Now register a looks something like this:

Level 1 --- single value: 1 --- array: 100 101 102   0   0 ...

You can confirm this by running the commands la 0;a 1;a 2;a f, which should output the numbers 102, 101, 100 and 1, one per line.

Now let’s push another level onto the register with 2Sa. The register now looks something like this:

Level 2 --- single value: 2 --- array:   0   0   0   0   0 ...
Level 1 --- single value: 1 --- array: 100 101 102   0   0 ...

Running the same command as before (la 0;a 1;a 2;a f) should now yield 0, 0, 0, 2.

Lastly, let’s pop the top level of this register with La. Now it should look like this again:

Level 1 --- single value: 1 --- array: 100 101 102   0   0 ...

And you can check this with the usual command. If you do, you’ll notice that the number 2 has also been pushed on the main stack by the La command.

Phew, this was a long one! And we have not reached the most interesting part yet…

Strings and macros

In dc you can work not only with numbers, but also with strings. You can input a string by enclosing it in square brackets, like this: [Hello, World!]. Square brackets can appear in a string if they are either balanced or escaped by a backslash.

Strings can be pushed onto the main stack or saved in any register like numbers. But what can you do with them? One thing you can do is print them with the P command:

[Hello, World!
]P
Hello, World!

As you can see, it is very easy to include a newline in a string.

But much more interesting is the fact that you can execute strings with the x command. This allows you to create macros. For example, say you want to evaluate the function p(x)=x^2+2x-1. Since we are working in RPN, it is probably easier to rewrite p(x) as x(x+2)-1. If your number x is on the stack, you can compute p(x) with the commands d2+*1-. But what if you want to do this multiple times? Here macros can help:

[d2+*1-]sp

Now we have saved the macro “evaluate p(x)” on the register p. We can execute it any time we want by loading it with lp and then executing it with x:

3 lpx
_2 lpx
1 lpx
f

Should give 2, -1, 14.

Conditionals

Lastly, we can control the flow of macro execution using conditionals:

<x >x =x !<x !>x !=x
    The top two elements of the stack are popped and compared.
    Register x is executed if they obey the stated relation.

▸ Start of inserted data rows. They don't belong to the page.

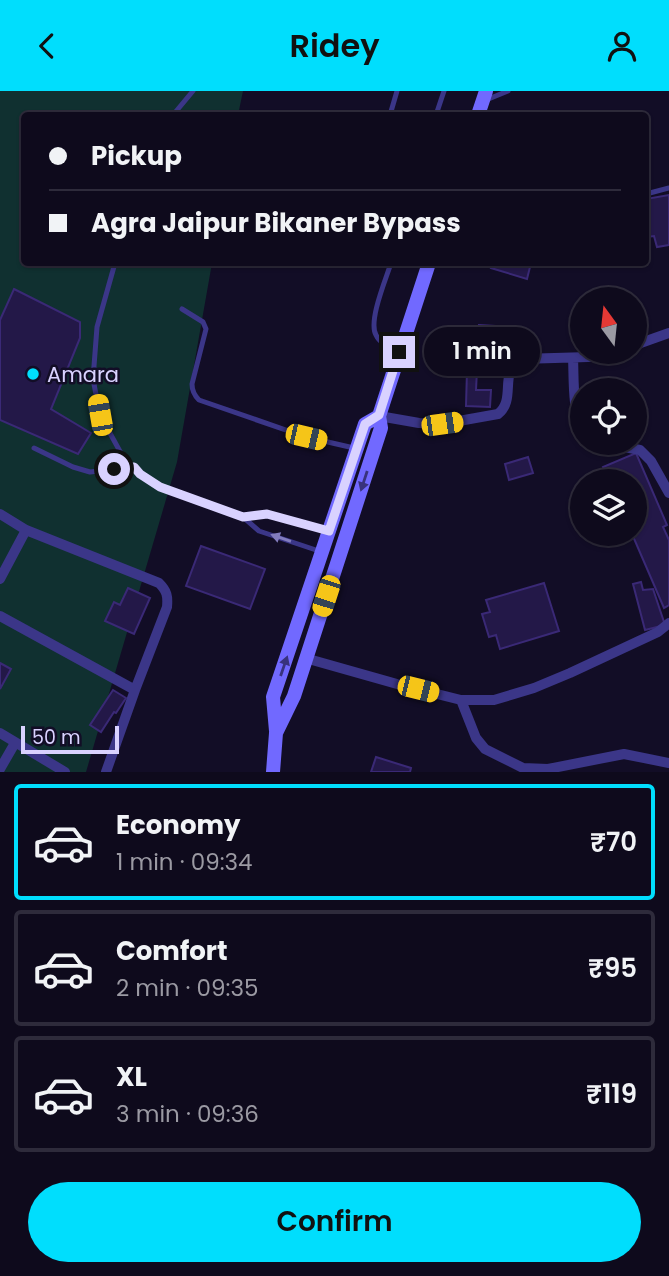 <!DOCTYPE html>
<html lang="en">
<head>
<meta charset="utf-8">
<style>
	:root { --surface:#0e0a1c; --page:#1c1829; --text:#f1f3f6; --muted:#9b9aa3; --line:#2e2b3b; --accent:#00defd }
	body { margin:0; font-family:Poppins,sans-serif; background:var(--page); color:var(--text); height:100vh; display:flex; flex-direction:column; font-size:26px; white-space:nowrap }
	* { box-sizing:border-box; margin:0 }
	p { font-size:23px; color:var(--muted) }
	.icon { flex:none; width:38px; height:38px; fill:none; stroke:currentColor; stroke-width:2; stroke-linecap:round; stroke-linejoin:round }
	.map { position:relative; height:681px; overflow:hidden }
	.sheet { display:flex; flex-direction:column; background:var(--surface); flex:1 }
	.sheet>* { flex:none }
	.guide { position:absolute; left:21px; top:21px; width:628px; height:154px; border-radius:7px; box-shadow:0 2px 5px #0004,0 0 0 2px var(--line); display:grid; align-content:center; height:154px; padding:0 28px; background:var(--surface) }
	.needle { width:46px; rotate:345deg }
	.tools { position:absolute; left:570px; top:196px; display:grid; gap:14px }
	.tools a { display:grid; place-items:center; width:77px; height:77px; border-radius:50%; background:var(--surface); box-shadow:0 2px 5px #0004,0 0 0 2px var(--line); font-size:35px }
	.scale { position:absolute; left:21px; bottom:18px; width:98px; box-sizing:border-box; padding-left:7px; border:4px solid #d9d2ff; border-top:0; font-size:19px; line-height:24px; white-space:nowrap; color:#d9d2ff; -webkit-text-stroke:5px #120d26; paint-order:stroke }
	.end { position:absolute; width:32px; height:32px; margin:-16px; border:9px solid #d9d2ff; background:#111; box-shadow:0 0 0 4px #111 }
	.from { border-radius:50% }
	.bubble { position:absolute; height:49px; border-radius:24px; background:var(--surface); box-shadow:0 2px 5px #0004,0 0 0 2px var(--line); font-size:23px; font-weight:600; line-height:49px; text-align:center }
	.car { position:absolute; width:21px; height:42px; margin:-21px -10px; border-radius:9px; box-shadow:0 0 5px 2px #0007; background:linear-gradient(#f5c518 24%,#345 0 40%,#f5c518 0 76%,#345 0 86%,#f5c518 0) }
	.guide b { display:flex; align-items:center; gap:24px; height:66px; font-size:26px }
	.guide b+b { border-top:2px solid var(--line) }
	.guide i { width:18px; height:18px; background:var(--text) }
	ul { padding:12px 0 0; list-style:none }
	li { display:flex; align-items:center; gap:21px; height:116px; margin:0 14px 10px; padding:0 14px; border:4px solid var(--line); border-radius:7px }
	li div { flex:1 }
	li b { display:block; font-size:26px }
	li em { font-style:normal; font-weight:600 }
	li.on { border-color:var(--accent) }
	li>.icon { width:63px; height:63px; stroke-width:1.5 }
	.cta { display:flex; gap:14px; margin-top:auto; padding:14px 28px }
	.cta a { flex:1; height:80px; border-radius:42px; background:var(--accent); color:#111; font-size:28px; font-weight:600; line-height:80px; text-align:center }
	header { display:flex; justify-content:space-between; align-items:center; height:91px; padding:0 28px; background:var(--accent); color:#111; font-size:32px; font-weight:600 }
	.map>svg:first-child { display:block }
	.green { fill:#103030 }
	.building { fill:#231848; stroke:#3a2976; stroke-width:2 }
	.lines { fill:none; stroke-linecap:round; stroke-linejoin:round }
	.service { stroke:#3b3688; stroke-width:5 }
	.minor { stroke:#3b3688; stroke-width:10 }
	.secondary { stroke:#7169ff; stroke-width:14 }
	.oneway { fill:#38327d }
	.oneway2 { fill:#827cbe }
	.route { stroke:#d9d2ff; stroke-width:9 }
	.poi-dot { fill:#00defd; stroke:#120d26; stroke-width:2.5 }
	.labels { text-anchor:middle; dominant-baseline:central; stroke-width:5; stroke-linejoin:round; paint-order:stroke }
	.poi-label { font-size:21px; fill:#d9d2ff; stroke:#120d26; text-anchor:start }
</style>
</head>
<body>
<header><svg class="icon" aria-label="back" viewBox="0 0 24 24"><path d="M15 5l-7 7 7 7"/></svg>Ridey<svg class="icon" aria-label="person" viewBox="0 0 24 24"><circle cx="12" cy="8" r="4"/><path d="M4 21q1-7 8-7t8 7"/></svg></header>
<div class="map">
<svg width="669" height="681" viewBox="0 0 669 681">
	<rect width="100%" height="100%" fill="#120d26"/>
	<path class="green" d="M0 0H243L238 24H24V172H212L177 371 86 681H0Z"/>
	<path class="building" d="M669 104V154L657 156 654 145 646 146V108Z
		M493 172H531L527 188 491 177Z
		M14 198 80 231V247L51 318 91 342 78 363 0 329V229Z
		M479 234 495 235 494 254H478Z
		M467 279H477L476 299H491L490 316 466 315Z
		M636 362 667 434 663 436 669 449V514L664 517 632 443H635V390H609L603 376Z
		M528 366 533 382 509 389 505 373Z
		M201 455 265 478 250 518 186 495Z
		M641 491 643 499 653 498 665 534 645 539 633 493Z
		M544 492 559 540 500 558 496 544 489 546 482 523 490 521 486 509Z
		M128 497 150 507 134 543 105 530 114 511 120 514Z
		M0 572 11 578 0 598Z
		M113 599 126 607 116 622 114 621 101 641 90 634Z
		M376 666 411 677 410 681H371Z"/>
	<g class="lines">
		<path class="service" d="M486 9 508 0
			M173 24 193 0
			M390 24 397 0
			M436 24 444 0
			M646 103 669 97
			M115 172 97 236 93 288 100 324 122 364 140 383 160 396 243 426 259 440 322 461
			M391 172C386 188 368 230 376 244 380 253 391 257 399 261
			M182 218 203 231 206 238 192 293C192 300 194 304 199 309L306 346 354 357
			M34 357 73 376 90 381 134 376
			M243 426 267 423 329 440"/>
		<path class="minor" d="M635 254 669 242
			M573 267C574 286 572 322 583 337
			M379 325 419 332 442 333 498 323C517 308 498 281 521 268L588 266 613 261
			M604 352 640 359 651 370 669 402
			M0 423 26 439 159 492C167 500 168 505 167 516L135 599 106 681
			M0 488 26 439
			M0 525 135 599
			M305 567 397 593 461 609H494L534 597 570 582 658 541 669 532
			M461 609 476 647 485 658 523 677 548 678 624 663 669 672
			M0 642 65 681
			M0 678 15 652"/>
		<path class="secondary" d="M478 24 486 0
			M276 640 273 606 365 333 379 325
			M273 681 276 642 294 605 381 337 379 325 429 172"/>
	</g>
	<defs><path id="oneway-solid" d="M-6-.8H1V-3.2L6.5 0L1 3.2V.8H-6Z" transform="scale(1.75)"/></defs>
	<g class="oneway">
		<use href="#oneway-solid" transform="translate(364 390) rotate(108)"/>
		<use href="#oneway-solid" transform="translate(284 575) rotate(-71)"/>
	</g>
	<use class="oneway2" href="#oneway-solid" transform="translate(281 447) rotate(-161)"/>
	<g class="lines">
		<path class="route" d="M114 378 134 376 140 383 160 396 243 426 267 423 329 440 365 333 379 324 399 261"/>
	</g>
	<circle class="poi-dot" cx="33" cy="283" r="7"/>
	<g class="labels">
		<g class="poi-label">
			<text x="47" y="283">Amara</text>
		</g>
	</g>
</svg>
<div class="tools">
<a><svg class="needle" viewBox="-14 -14 28 28"><path d="M0-13l5 13h-10z" fill="#e53935"/><path d="M0 13l5-13h-10z" fill="#9b9aa3"/></svg></a>
<a><svg class="icon" aria-label="locate" viewBox="0 0 24 24"><circle cx="12" cy="12" r="6"/><path d="M12 2v4M12 18v4M2 12h4M18 12h4"/></svg></a>
<a><svg class="icon" aria-label="layers" viewBox="0 0 24 24"><path d="M12 4l9 5-9 5-9-5zM3 14l9 5 9-5"/></svg></a>
</div>
<div class="scale">50 m</div>
<i class="end from" style="left:114px;top:378px"></i>
<i class="end" style="left:399px;top:261px"></i>
<div class="bubble" style="left:424px;top:236px;width:116px">1 min</div>
<i class="car" style="left:100px;top:324px;rotate:350deg"></i>
<i class="car" style="left:442px;top:333px;rotate:82deg"></i>
<i class="car" style="left:306px;top:346px;rotate:103deg"></i>
<i class="car" style="left:326px;top:505px;rotate:198deg"></i>
<i class="car" style="left:418px;top:598px;rotate:104deg"></i>
<div class="guide">
<b><i class="from"></i>Pickup</b>
<b><i></i>Agra Jaipur Bikaner Bypass</b>
</div>
</div>
<section class="sheet">
<ul>
<li class="on"><svg class="icon" aria-label="car" viewBox="0 0 24 24"><path d="M5 17H2v-5l4-1 3-4h7l3 4 3 1v5h-3M9 17h6M6 11h13"/><circle cx="7" cy="17" r="2"/><circle cx="17" cy="17" r="2"/></svg><div><b>Economy</b><p>1 min · 09:34</p></div><em>₹70</em></li>
<li><svg class="icon" aria-label="car" viewBox="0 0 24 24"><path d="M5 17H2v-5l4-1 3-4h7l3 4 3 1v5h-3M9 17h6M6 11h13"/><circle cx="7" cy="17" r="2"/><circle cx="17" cy="17" r="2"/></svg><div><b>Comfort</b><p>2 min · 09:35</p></div><em>₹95</em></li>
<li><svg class="icon" aria-label="car" viewBox="0 0 24 24"><path d="M5 17H2v-5l4-1 3-4h7l3 4 3 1v5h-3M9 17h6M6 11h13"/><circle cx="7" cy="17" r="2"/><circle cx="17" cy="17" r="2"/></svg><div><b>XL</b><p>3 min · 09:36</p></div><em>₹119</em></li>
</ul>
<div class="cta"><a>Confirm</a></div>
</section>
</body>
</html>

Let’s see a simple example: computing the average of all numbers on the stack.

First we need to save the number of elements somewhere, say in the register n. We can do this with zsn. Then we need to sum the whole stack. We can do this by calling + until the stack is only one element left… this sounds like a loop, but we can use recursion instead:

[+z1<a]sa

This saves the the macro [+z1<a] in register a, achieving recursion: the macro starts by summing the top two numbers, then pushes the number of elements left onto the stack with z, followed by one. It then pops these two numbers and calls itself if the top one is less then the second.

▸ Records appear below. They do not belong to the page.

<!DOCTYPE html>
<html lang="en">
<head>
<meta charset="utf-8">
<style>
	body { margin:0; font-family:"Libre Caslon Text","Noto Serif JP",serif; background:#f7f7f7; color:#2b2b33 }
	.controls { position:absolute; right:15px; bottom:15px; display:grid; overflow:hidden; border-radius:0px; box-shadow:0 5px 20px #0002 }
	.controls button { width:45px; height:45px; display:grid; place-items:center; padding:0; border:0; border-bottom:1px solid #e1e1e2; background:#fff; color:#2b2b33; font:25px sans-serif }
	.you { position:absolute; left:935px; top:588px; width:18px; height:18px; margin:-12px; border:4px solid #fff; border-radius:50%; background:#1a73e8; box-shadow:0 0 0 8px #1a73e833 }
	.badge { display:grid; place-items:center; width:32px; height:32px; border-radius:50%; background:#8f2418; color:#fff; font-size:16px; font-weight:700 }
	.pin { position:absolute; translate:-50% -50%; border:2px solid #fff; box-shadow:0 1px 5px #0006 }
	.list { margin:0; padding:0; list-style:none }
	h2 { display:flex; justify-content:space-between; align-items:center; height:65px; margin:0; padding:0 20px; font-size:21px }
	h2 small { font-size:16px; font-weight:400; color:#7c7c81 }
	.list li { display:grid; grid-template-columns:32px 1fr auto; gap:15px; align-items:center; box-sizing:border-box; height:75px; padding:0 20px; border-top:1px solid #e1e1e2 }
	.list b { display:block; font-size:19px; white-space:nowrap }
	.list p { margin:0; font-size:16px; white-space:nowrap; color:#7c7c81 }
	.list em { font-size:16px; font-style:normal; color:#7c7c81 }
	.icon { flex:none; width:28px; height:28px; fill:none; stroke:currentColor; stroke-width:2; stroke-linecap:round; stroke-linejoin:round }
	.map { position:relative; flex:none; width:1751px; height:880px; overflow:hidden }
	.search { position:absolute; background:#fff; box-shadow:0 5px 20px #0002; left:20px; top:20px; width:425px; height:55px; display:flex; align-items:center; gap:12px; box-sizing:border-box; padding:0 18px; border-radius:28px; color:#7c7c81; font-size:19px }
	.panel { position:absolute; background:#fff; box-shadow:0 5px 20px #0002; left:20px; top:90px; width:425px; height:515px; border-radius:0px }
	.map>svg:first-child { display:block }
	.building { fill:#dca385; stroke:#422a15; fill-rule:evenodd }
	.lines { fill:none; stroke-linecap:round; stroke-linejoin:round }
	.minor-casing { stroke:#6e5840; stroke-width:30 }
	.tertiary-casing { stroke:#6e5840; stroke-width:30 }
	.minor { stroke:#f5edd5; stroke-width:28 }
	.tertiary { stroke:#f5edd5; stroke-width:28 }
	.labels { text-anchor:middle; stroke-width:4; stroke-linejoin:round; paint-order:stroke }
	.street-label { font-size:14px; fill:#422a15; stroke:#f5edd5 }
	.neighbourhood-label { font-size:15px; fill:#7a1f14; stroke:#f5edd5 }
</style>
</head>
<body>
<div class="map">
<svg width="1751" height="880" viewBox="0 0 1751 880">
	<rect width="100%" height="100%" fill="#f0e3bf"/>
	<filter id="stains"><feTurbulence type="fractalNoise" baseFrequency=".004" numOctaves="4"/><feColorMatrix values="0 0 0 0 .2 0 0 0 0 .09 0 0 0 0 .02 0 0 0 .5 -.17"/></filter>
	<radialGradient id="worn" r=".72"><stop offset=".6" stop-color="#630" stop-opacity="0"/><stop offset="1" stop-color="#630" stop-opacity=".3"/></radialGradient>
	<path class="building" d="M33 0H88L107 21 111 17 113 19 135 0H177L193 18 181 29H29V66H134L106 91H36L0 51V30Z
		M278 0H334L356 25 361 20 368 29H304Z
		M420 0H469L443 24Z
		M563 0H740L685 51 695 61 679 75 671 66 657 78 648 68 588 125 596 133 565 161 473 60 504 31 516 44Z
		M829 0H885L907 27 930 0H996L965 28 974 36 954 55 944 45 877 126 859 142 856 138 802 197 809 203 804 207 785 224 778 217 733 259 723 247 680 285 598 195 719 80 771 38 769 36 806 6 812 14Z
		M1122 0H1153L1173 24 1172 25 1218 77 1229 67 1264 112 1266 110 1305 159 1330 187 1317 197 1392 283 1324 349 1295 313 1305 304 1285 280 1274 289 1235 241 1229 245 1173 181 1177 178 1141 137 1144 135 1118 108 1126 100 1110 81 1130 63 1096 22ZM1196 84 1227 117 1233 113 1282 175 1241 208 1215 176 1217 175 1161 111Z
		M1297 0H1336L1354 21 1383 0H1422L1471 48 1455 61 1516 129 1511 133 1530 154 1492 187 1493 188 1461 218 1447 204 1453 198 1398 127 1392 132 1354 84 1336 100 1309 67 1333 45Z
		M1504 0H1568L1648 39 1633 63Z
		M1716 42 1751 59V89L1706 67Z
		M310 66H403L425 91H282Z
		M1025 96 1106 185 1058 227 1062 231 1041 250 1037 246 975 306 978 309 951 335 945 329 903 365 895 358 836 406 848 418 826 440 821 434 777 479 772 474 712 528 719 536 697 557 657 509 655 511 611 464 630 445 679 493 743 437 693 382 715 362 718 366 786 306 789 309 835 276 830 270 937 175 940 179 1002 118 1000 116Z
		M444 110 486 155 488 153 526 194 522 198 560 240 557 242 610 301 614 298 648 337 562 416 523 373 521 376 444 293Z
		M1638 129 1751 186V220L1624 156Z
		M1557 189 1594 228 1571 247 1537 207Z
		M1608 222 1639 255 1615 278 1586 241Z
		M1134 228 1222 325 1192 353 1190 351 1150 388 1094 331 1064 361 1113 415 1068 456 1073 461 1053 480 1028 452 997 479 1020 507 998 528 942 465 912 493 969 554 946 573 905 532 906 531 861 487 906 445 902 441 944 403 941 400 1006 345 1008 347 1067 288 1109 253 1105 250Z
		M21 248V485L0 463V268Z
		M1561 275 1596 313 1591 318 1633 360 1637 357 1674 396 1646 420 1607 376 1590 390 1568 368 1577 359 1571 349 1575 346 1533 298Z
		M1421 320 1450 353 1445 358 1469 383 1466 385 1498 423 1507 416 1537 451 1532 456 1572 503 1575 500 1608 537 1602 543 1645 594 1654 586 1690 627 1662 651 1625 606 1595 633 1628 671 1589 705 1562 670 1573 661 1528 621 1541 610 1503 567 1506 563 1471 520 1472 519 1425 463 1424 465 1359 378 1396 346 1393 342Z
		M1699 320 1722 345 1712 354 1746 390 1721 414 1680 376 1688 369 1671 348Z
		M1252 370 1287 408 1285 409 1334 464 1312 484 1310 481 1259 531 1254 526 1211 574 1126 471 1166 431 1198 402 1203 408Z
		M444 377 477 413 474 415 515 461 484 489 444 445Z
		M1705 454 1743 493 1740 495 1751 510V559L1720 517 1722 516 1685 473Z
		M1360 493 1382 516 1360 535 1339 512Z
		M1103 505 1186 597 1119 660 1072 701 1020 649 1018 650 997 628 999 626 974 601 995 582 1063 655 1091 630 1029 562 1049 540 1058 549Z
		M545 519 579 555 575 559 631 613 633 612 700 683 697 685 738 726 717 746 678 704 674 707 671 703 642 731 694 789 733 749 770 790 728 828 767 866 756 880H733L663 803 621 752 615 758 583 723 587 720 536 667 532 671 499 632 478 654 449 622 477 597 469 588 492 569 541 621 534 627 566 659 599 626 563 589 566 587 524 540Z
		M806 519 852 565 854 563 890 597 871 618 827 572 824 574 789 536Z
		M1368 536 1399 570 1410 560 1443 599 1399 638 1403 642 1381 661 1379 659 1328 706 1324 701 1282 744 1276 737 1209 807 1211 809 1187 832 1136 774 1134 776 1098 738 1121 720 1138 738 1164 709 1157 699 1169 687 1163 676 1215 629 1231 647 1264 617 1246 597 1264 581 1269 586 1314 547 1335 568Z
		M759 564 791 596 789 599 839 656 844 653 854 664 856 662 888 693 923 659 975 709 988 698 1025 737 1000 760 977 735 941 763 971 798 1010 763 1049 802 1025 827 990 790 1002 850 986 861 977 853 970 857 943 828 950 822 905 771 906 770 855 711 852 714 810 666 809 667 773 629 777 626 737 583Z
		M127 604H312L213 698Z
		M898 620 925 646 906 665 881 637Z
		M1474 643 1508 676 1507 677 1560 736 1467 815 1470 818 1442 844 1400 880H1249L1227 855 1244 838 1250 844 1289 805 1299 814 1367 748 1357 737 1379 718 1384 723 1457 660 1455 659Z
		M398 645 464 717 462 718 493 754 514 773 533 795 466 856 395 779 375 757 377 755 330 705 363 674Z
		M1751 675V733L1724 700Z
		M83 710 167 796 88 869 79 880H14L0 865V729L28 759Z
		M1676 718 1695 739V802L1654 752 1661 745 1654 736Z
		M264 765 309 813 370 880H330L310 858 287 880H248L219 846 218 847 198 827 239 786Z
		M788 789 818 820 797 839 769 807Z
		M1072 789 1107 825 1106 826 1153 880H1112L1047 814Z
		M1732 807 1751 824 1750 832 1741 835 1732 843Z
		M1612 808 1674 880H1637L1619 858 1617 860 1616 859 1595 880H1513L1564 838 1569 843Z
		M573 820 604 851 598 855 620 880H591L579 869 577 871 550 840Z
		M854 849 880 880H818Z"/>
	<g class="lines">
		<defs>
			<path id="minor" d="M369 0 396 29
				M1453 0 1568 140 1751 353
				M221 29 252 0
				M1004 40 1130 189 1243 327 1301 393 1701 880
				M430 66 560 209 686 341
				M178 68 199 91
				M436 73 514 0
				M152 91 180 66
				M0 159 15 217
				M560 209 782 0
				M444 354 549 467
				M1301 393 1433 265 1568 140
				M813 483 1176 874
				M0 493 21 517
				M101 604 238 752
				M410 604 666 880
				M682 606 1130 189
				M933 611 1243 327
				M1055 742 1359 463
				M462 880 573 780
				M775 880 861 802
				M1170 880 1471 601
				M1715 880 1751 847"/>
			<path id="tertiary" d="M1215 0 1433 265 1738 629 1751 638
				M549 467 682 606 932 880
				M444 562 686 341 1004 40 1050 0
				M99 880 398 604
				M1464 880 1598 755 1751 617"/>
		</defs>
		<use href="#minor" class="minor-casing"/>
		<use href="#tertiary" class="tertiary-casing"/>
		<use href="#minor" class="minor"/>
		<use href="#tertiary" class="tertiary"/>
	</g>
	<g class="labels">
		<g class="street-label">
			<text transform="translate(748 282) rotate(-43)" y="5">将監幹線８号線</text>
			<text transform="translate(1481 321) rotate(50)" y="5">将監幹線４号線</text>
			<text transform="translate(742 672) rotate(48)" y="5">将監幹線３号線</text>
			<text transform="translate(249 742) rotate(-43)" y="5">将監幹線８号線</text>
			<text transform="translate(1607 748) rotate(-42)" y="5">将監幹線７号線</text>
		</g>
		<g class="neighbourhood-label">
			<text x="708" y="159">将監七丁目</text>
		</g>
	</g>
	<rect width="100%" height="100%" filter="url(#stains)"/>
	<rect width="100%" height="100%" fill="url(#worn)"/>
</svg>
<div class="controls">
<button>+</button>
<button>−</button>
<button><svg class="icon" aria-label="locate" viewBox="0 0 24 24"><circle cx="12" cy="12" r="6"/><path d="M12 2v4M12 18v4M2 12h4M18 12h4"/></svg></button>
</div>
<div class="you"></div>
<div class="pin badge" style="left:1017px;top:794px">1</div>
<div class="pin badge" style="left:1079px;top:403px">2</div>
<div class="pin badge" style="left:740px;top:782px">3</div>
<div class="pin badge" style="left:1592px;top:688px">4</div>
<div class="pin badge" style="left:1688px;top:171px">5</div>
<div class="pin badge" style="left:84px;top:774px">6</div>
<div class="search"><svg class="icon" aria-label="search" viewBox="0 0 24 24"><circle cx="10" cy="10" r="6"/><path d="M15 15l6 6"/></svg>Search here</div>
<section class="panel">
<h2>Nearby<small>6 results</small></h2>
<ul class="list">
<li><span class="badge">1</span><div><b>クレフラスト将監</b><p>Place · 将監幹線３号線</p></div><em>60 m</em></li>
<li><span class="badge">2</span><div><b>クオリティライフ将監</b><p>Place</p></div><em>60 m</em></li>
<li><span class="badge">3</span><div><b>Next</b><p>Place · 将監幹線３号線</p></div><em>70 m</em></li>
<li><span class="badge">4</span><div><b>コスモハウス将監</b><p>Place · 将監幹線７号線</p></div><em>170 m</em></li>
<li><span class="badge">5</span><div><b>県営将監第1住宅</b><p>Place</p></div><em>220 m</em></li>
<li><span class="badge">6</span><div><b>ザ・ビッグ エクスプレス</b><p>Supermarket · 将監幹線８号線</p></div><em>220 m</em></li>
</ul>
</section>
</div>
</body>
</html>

Putting this all together, we can compute the average of a bunch of numbers, say to two decimal digits, like this:

10 12 11 9 8 10 11 10 10
2k
[+z1<a]sa
zsnlaxln/p

Not the most legible code, but quite short!

Conclusion

In the end I managed to write a rather lengthy post about something as simple as a desk calculator. And I have even skipped some things, like recursion levels and the ? command!

Initially I wanted to write about bc(1), the other standard UNIX calculator. It works with the more familiar infix notation and has for loops, if / else statements and functions. I even wrote a small library of mathematical functions to show off! But in the end I thought it would be boring, so I decided to learn and write about dc instead. In practice I am likely going to use bc and my hand-written math library for most purposes - except maybe computing averages, that was one example where the terseness of dc can come in handy.

Fun fact (from the bc manual page):

bc is actually a preprocessor for dc(1), which it invokes automatically,
unless the -c (compile only) option is present.  In this case the
generated dc(1) instructions are sent to the standard output, instead
of being interpreted by a running dc(1) process.

I think it would be a fun excercise to try and re-implement dc, and then bc as a compiler to dc code. I could learn a few things about compilers with this project! But for now I’ll have to put it in the ever-growing list of “one day, maybe” ideas.